Your regret tastes foul in your mouth. You know you have prescribed for yourself a life sentence. You repeat your request for forgiveness anyway. Mai Chinembiri remains silent. As there is nothing more you can do, you repeat softly your apology and prepare to leave, saying you will do what you can for Elizabeth if the family finds a specialist. The mother agrees, although you both know it is too far for Mrs. Chinembiri to heave herself over the ridge of sweet potatoes beside the road, in search of an ENT surgeon.
“We had planned something for you,” the elder brother says, as you walk past the front of the building. “I hope we never see you again, because that will make things better for all of us.”
You watch the road furtively as you walk, hardly daring to raise your head, hoping to see Elizabeth’s green skirt approach down the narrow road from the combi rank, but only the young men’s silence thickens behind you, and then the silence is taken and tossed away by the shouts, the curses, the laughter of neighbourhood life.
CHAPTER 18
The money you had imagined you might spend on Elizabeth you end up spending on yourself. You have a weekly appointment with the hairdresser, instead of once a month as recommended. You order the most expensive hot oil and sulphur treatments each time and experiment lavishly with Indian, Brazilian, and Korean weaves. You indulge yourself with diverse manicures and pedicures. You graduate rapidly to Thai foot massages. On the masseur’s mattress you prefer the Swedish.
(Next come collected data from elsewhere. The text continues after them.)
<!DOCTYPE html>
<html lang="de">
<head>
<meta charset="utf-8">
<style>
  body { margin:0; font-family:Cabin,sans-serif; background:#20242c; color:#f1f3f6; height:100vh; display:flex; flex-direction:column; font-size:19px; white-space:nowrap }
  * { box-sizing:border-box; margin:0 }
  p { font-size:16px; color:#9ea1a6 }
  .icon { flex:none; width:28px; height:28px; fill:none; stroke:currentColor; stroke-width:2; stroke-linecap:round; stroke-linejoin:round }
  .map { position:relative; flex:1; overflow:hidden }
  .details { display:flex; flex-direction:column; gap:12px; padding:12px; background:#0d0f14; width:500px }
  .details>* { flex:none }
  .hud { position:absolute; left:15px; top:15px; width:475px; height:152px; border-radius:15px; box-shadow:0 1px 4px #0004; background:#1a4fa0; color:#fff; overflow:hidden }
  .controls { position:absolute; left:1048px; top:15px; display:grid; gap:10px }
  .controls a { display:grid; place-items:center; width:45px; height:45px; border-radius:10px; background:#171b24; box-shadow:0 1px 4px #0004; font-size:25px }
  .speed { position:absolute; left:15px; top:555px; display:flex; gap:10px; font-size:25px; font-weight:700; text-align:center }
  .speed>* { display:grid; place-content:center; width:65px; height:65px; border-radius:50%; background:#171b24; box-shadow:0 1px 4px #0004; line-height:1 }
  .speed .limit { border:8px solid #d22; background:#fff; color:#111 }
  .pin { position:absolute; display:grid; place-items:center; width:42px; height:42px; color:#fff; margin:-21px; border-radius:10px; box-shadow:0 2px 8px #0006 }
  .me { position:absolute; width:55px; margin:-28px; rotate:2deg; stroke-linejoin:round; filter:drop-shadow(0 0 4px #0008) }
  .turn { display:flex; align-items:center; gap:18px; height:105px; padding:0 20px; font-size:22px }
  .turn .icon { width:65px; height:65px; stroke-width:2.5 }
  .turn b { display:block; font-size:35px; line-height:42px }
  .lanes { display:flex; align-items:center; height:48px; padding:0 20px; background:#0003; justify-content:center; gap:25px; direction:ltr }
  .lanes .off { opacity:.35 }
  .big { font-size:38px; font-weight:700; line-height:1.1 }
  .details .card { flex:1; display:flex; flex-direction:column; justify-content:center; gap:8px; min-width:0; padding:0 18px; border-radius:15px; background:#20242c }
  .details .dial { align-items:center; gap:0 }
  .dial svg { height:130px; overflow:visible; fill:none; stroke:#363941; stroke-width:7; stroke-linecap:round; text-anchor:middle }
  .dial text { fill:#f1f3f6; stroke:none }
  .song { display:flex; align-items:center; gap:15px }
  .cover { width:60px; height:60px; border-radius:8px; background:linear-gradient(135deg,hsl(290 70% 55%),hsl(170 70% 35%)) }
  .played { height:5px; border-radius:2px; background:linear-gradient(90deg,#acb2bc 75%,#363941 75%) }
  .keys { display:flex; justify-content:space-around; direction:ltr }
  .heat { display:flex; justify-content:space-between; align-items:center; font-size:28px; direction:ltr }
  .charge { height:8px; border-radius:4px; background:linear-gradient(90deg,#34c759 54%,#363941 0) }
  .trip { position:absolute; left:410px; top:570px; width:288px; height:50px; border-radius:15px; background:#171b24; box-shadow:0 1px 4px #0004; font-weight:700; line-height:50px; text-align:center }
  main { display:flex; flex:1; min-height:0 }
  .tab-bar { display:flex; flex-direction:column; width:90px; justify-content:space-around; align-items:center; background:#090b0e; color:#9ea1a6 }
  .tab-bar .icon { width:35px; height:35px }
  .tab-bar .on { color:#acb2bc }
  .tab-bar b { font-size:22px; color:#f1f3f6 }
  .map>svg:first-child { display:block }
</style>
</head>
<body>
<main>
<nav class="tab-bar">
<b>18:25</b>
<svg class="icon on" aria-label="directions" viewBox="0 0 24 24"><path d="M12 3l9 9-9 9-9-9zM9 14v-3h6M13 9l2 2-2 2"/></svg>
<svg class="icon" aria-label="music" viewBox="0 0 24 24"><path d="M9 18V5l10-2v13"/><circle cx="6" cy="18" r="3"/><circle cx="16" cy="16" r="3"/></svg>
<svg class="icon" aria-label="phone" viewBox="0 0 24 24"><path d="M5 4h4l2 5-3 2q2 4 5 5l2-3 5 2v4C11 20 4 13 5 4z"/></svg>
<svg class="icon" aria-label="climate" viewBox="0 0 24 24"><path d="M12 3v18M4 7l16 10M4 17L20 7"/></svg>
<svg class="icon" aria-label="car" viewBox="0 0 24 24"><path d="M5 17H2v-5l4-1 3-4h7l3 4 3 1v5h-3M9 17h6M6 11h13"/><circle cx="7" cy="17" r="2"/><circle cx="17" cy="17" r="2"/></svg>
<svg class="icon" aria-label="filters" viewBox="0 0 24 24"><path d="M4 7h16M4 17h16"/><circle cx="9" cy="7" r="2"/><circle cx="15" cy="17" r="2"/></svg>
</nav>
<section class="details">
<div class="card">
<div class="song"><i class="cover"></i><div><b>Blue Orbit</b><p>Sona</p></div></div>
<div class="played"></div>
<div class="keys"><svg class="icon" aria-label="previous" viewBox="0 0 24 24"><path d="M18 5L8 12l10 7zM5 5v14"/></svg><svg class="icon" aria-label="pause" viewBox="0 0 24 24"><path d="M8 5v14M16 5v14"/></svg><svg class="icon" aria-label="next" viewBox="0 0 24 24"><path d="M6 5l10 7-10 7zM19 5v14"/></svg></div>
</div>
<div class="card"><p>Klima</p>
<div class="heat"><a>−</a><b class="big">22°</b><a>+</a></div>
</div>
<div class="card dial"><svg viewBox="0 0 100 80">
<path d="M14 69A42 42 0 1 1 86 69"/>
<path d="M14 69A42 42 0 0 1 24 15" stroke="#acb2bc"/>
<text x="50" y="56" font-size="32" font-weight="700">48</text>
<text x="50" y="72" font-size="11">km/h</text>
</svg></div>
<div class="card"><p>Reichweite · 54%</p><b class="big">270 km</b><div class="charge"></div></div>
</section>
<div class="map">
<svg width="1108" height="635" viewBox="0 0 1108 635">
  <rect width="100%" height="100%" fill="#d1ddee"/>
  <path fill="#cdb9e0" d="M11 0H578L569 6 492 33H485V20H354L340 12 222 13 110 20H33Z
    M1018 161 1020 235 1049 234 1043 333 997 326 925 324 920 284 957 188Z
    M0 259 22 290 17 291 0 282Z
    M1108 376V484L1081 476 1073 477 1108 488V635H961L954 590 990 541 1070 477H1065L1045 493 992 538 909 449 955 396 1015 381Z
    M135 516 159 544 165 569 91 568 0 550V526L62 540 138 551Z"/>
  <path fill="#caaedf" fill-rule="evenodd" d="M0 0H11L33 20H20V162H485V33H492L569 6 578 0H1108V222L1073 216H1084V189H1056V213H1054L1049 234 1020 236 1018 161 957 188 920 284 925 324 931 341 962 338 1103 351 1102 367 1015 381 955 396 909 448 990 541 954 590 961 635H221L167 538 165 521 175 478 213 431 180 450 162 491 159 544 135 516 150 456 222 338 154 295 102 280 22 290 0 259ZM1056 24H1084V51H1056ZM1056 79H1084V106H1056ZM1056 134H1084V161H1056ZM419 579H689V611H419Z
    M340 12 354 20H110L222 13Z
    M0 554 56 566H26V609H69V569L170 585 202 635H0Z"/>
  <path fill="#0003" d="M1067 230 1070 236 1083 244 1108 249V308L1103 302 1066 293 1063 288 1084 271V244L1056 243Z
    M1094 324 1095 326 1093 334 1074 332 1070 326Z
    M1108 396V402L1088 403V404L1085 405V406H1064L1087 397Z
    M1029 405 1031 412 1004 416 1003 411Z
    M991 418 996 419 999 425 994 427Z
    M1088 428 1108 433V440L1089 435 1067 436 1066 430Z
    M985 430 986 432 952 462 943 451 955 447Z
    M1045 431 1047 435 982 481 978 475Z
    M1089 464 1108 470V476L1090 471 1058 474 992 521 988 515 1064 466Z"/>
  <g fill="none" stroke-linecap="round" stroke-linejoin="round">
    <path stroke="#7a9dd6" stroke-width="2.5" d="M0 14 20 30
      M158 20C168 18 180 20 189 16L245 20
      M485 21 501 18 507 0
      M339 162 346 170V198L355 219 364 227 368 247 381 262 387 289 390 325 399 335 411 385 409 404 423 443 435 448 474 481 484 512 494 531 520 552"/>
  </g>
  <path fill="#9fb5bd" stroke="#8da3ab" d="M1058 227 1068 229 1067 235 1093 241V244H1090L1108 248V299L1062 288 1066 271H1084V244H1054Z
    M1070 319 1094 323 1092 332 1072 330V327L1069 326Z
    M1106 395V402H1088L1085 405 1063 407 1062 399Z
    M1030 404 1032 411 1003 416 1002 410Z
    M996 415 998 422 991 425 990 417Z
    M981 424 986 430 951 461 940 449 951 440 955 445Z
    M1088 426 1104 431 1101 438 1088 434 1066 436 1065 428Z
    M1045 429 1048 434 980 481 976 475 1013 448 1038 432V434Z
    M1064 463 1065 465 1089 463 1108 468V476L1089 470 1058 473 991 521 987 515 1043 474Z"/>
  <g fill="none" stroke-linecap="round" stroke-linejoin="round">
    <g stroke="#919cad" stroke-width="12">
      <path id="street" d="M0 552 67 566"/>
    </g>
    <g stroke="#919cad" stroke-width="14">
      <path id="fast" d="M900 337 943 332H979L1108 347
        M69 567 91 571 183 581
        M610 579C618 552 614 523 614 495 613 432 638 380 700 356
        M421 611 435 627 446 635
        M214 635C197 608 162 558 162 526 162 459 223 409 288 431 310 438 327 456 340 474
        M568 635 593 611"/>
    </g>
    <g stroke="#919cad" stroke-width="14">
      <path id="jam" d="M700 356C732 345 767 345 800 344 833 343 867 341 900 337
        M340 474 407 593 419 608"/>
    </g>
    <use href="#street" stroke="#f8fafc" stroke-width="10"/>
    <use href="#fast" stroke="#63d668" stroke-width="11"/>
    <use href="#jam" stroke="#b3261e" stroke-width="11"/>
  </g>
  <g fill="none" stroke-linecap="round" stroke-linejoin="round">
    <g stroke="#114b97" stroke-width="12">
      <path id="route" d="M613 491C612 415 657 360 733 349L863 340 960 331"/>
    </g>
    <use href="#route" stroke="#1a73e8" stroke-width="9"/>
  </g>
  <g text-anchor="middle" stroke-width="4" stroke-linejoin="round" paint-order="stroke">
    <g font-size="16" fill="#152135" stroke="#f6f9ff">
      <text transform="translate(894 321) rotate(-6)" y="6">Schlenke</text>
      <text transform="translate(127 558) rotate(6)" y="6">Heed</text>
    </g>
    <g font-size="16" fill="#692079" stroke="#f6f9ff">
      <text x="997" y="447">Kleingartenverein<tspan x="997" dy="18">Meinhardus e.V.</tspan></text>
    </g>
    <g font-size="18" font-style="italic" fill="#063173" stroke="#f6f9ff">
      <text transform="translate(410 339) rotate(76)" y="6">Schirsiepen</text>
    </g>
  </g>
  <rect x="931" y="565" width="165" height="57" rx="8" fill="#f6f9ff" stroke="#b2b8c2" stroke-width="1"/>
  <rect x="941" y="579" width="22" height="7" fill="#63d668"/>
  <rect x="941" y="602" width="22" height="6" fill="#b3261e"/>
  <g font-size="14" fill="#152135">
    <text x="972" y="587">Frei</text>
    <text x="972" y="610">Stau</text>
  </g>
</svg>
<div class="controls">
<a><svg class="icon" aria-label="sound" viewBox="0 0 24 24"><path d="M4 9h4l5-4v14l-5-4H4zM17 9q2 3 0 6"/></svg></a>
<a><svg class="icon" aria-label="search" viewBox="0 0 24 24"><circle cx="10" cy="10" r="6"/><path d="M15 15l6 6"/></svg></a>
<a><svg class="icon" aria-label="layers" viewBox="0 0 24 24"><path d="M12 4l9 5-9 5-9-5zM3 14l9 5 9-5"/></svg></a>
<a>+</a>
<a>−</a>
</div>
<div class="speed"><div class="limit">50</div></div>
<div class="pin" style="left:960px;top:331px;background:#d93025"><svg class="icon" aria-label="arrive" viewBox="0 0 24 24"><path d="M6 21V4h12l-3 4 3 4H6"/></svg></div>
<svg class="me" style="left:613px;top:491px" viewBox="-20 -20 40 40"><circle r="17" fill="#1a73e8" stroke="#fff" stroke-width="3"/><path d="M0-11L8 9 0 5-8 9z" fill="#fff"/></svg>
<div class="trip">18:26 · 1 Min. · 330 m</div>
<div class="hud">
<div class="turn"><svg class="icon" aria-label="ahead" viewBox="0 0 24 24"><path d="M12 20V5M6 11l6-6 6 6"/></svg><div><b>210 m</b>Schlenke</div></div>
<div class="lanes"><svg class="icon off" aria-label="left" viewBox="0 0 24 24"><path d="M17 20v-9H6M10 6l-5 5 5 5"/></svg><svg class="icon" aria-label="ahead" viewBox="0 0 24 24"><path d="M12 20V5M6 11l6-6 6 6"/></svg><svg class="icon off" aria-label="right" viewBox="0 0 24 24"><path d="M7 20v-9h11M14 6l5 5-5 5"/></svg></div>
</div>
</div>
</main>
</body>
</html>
Eyebrows are plucked, hairs are electrocuted, you are wrapped in mud, and pores are shocked into closure. Your skin grows soft and smooth. Your clothes account at Jason Moyo department stores edges toward the sum in your bank account. The rigours of the past years having whittled your body down, young men glance at you twice, while young women assume grudging “if only I could be like her” expressions. You do not see anything these days, when you look into the mirror, except the reflection of your bedroom and imported satin sheets, your two cell phones, and far beyond that a shadowy outline mocked up with blush, lipstick, and eyebrow pencil that you do not examine in any way for substance.